In some embodiments, the unused microphone opening 1104 can be configured to perform other functions. For example, a controller within the earbud 1100 can be configured to process the audio content received by the microphone positioned behind the microphone opening 1104 in order to provide the earbud 1100 with noise cancellation capabilities. In some embodiments, the noise cancellation provided by the earbud 1100 can be configured to provide selective noise cancellation that allows any audio received within a 10 to 20 degree window to pass through, while in other embodiments, substantially all audio can be filtered out. This way, during a conversation, a person's own voice will not obstruct a speaker from hearing other speakers attempting to enter or participate in the conversation. In some embodiments, the microphone associated with the microphone opening 1104 can be used in conjunction with other microphones to provide more detailed information about the direction of origin of the audio signal. Alternatively, the microphone associated with the microphone opening 1104 can simply be disabled or turned off until orientation data indicating a change in the orientation of the earbud 1100 is provided. In some embodiments, a change in orientation data indicating that earbud 1100 has been placed in the user's other ear will cause the functions performed by the microphones associated with microphone openings 1104 and 1106 to be swapped. Alternatively, housing 1102 may include only two microphone openings, such as only openings 1106 and 1108. In such an embodiment, if the user uses one earbud 1100 in each ear, only one earbud's microphone opening will be pointed toward the user's mouth. The orientation data or the audio sampling process can be used to determine which earbud's microphone opening is aligned with the user's mouth.

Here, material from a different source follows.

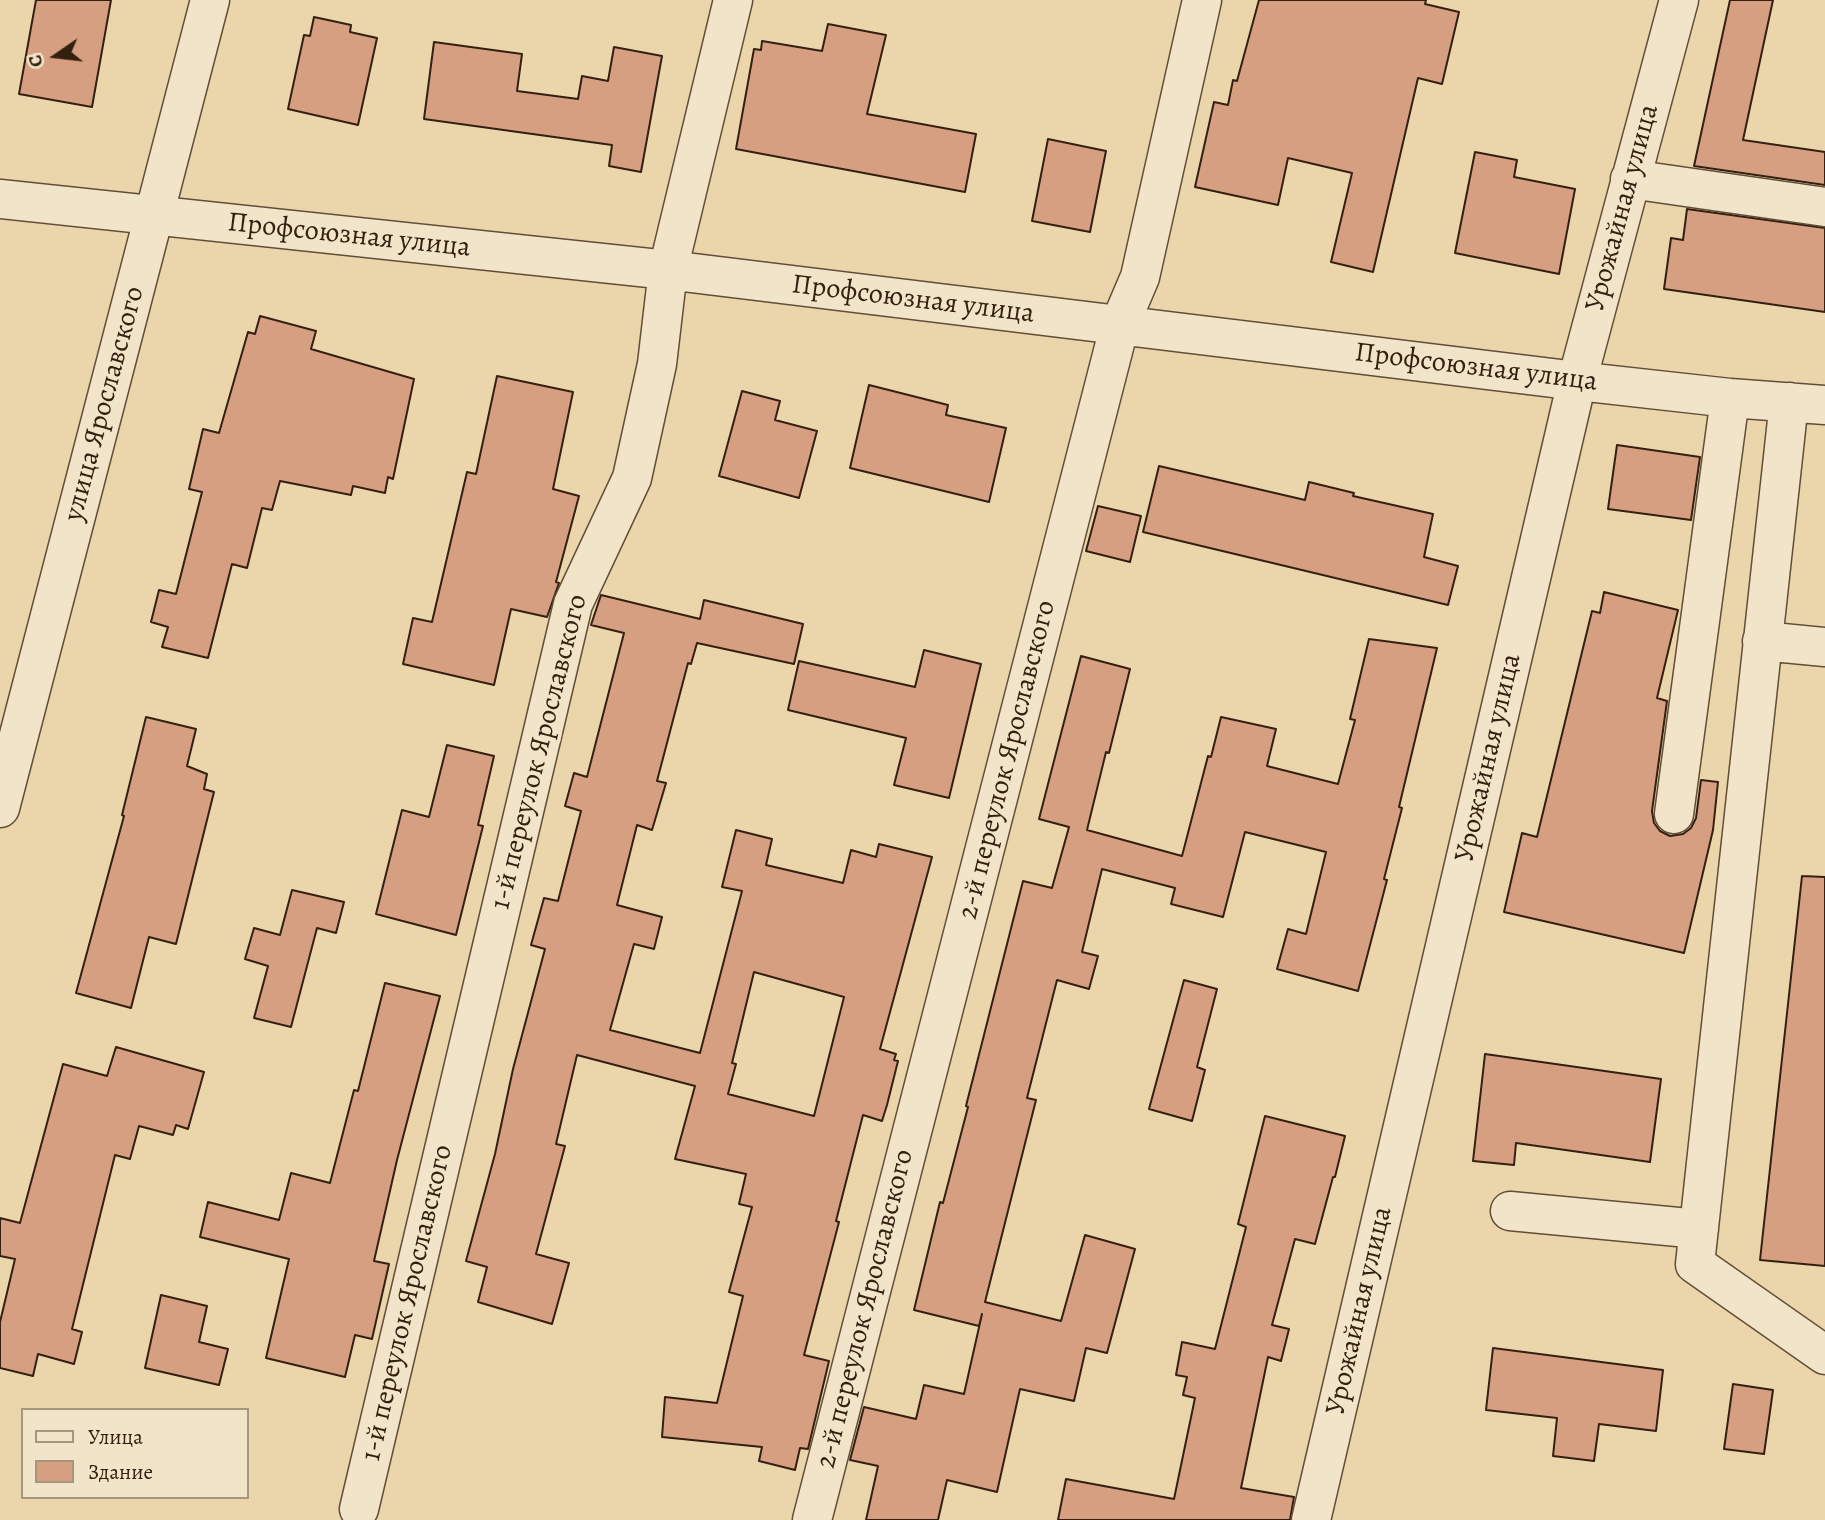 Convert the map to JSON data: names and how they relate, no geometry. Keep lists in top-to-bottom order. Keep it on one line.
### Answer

In addition to swapping the functionality of the microphones associated with microphone openings 1104 and 1106, when a user is actively using a set of earbuds 1100, the microphones can periodically sample the audio from both earbuds, at which point a processor within one or both of the earbuds 1100 or within a paired device along the line of the portable media device 100 can compare the two samples and direct the earbud with the better quality to be activated while placing the other microphones of the earbud in standby or periodic sampling mode. Furthermore, because the operation of the microphones can consume battery power, the microphone within one earbud can be activated when the battery level of that earbud is significantly greater than that of the other earbuds.

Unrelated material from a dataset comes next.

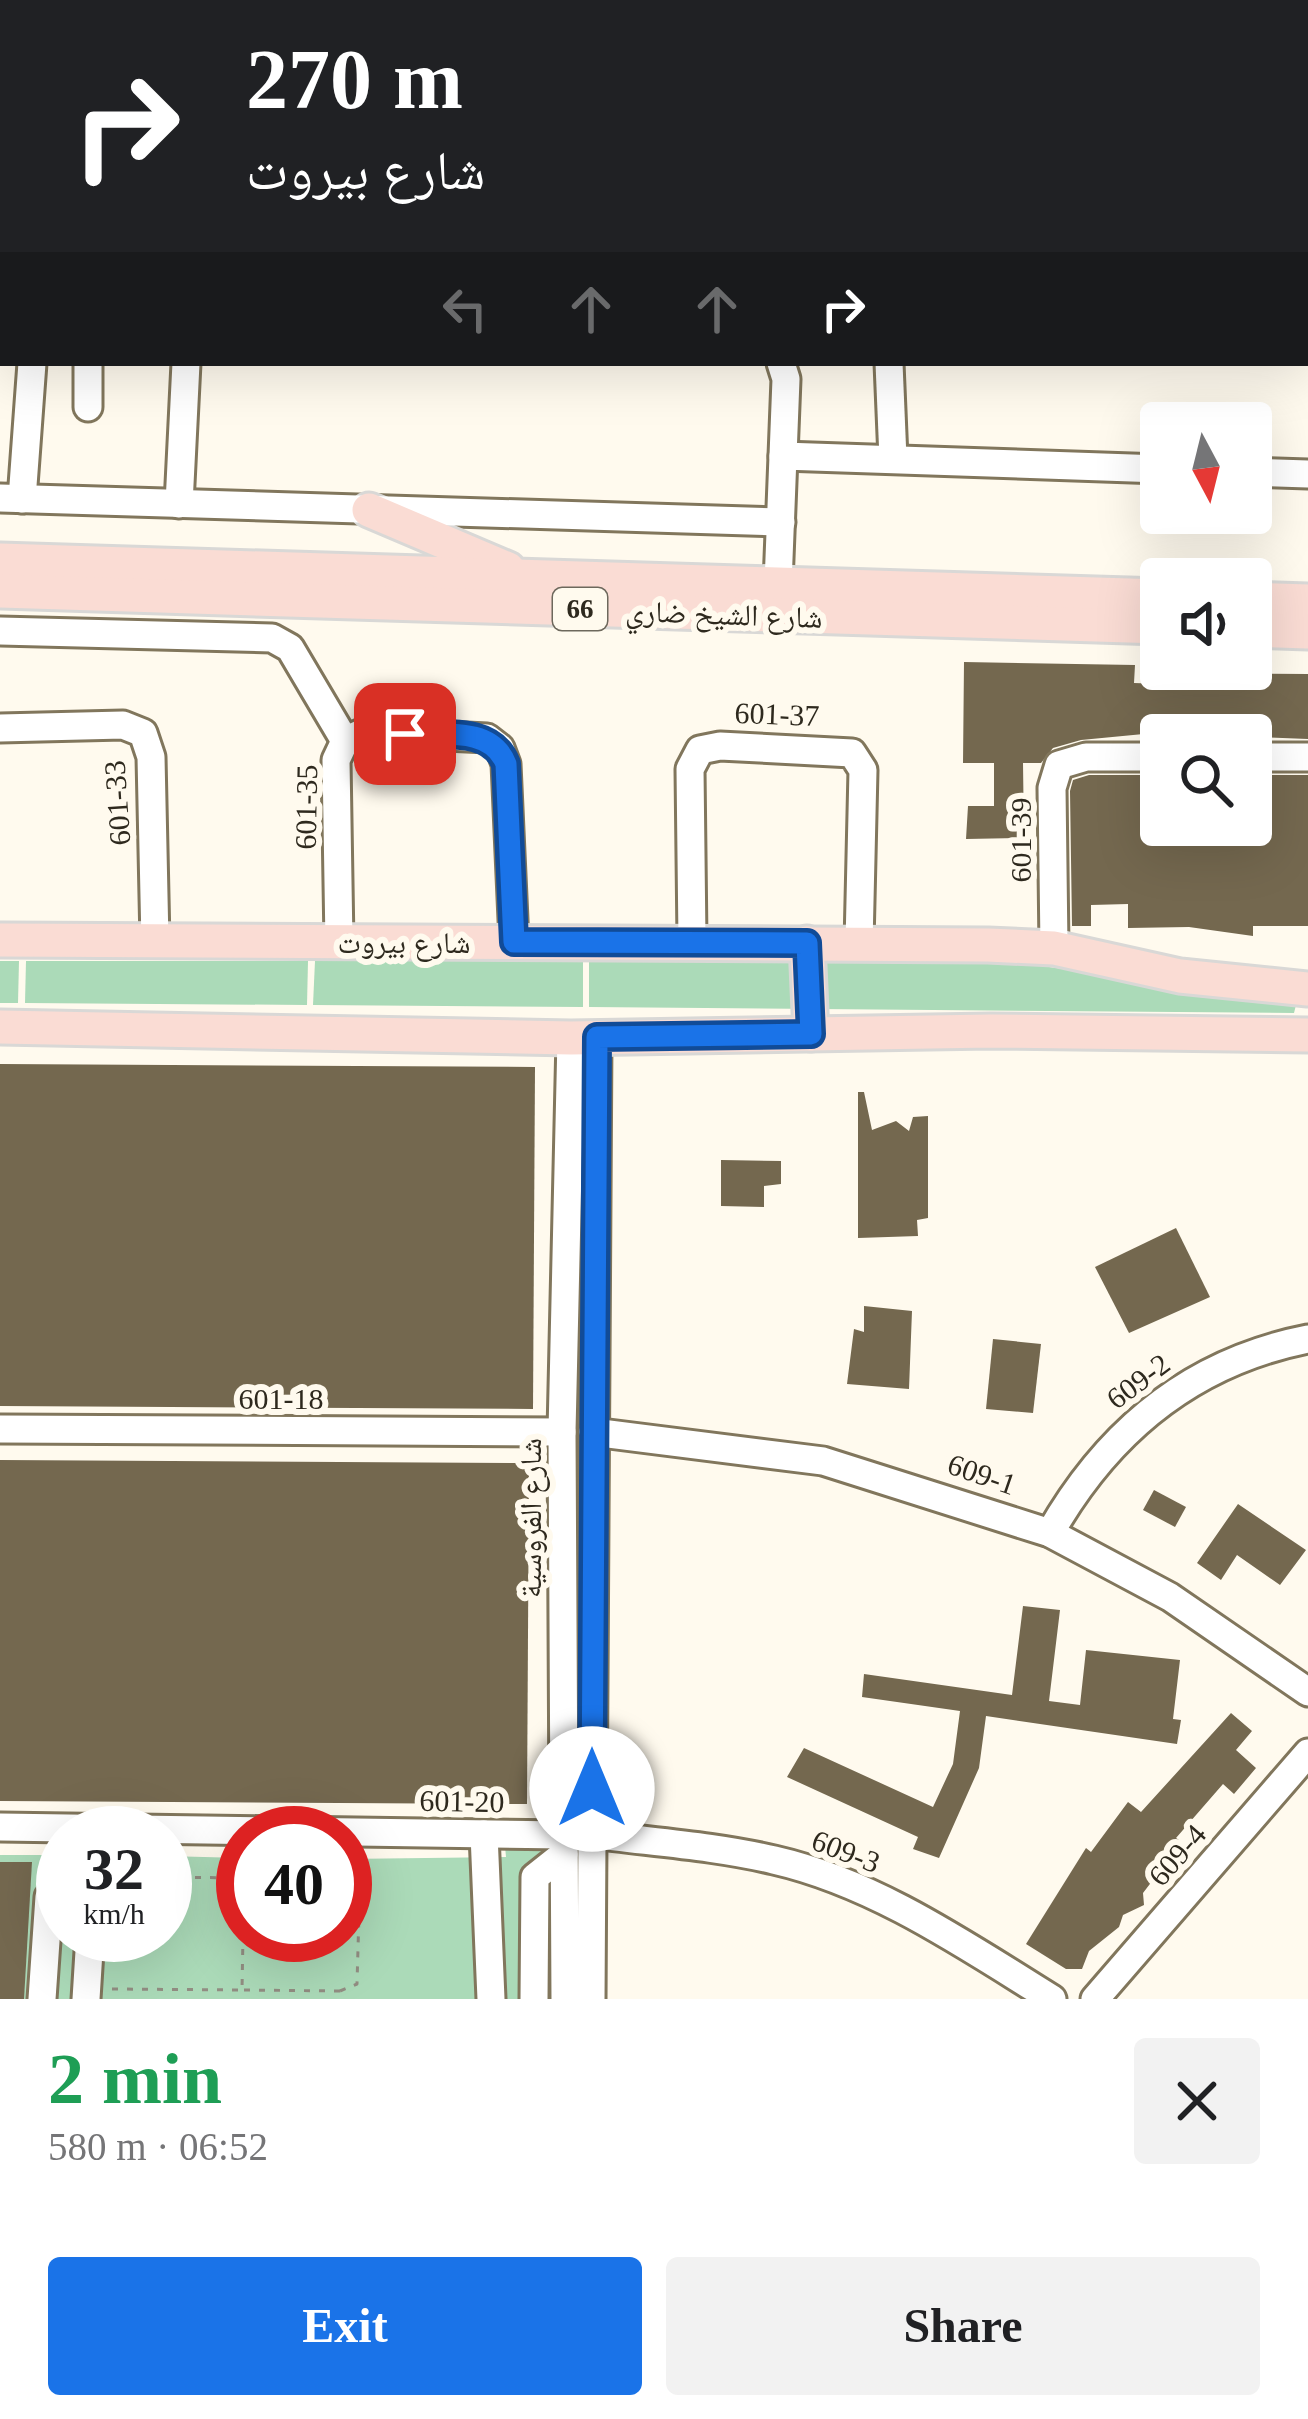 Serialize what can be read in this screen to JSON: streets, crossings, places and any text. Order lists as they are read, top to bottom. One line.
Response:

Figure 12 shows a flow chart illustrating a method for determining the orientation of an earbud within a user's ear. In a first block 1202, a processor or controller of the earbud receives a signal from an orientation sensor of the earbud, indicating that the earbud's orientation is consistent with the first audio channel of a multi-channel audio signal. The orientation sensor can take a variety of forms, including but not limited to conventional inertial sensors, temperature sensors, proximity sensors, capacitive sensors, and the like. In a second block 1204, the processor transmits only the first audio signal of the multi-channel audio signal to a speaker unit. If the multi-channel audio signal is stereo, the first audio channel may represent either the left or right channel of the multi-channel audio signal. Alternatively, the orientation sensor information can be used to continuously update the channel information. For example, if it is determined that only a single earbud is in use, the channels can be combined into a mono or combined channel, thereby creating virtual left and right channels within a single earbud. This allows for a more consistent audio experience by preventing the loss of content normally routed through the removed earbud. In block 1206, the operational state of the earbud sensors is adjusted based on the orientation sensor data from the orientation sensor. In some embodiments, the biometric sensor can be arranged to focus its readings on a portion of the body that is most likely to provide high-quality biometric parameters. For example, light emitted from a PPG sensor can be angled to focus on a portion of the tragus that is likely to be well-blooded. In another embodiment, the orientation sensor data can be used to determine which sensors should be activated and/or deactivated. In some embodiments, the roles or operational states of the sensor array can be assigned based on the orientation data. In this way, the orientation information can be utilized to optimize the user experience of one or more earbuds.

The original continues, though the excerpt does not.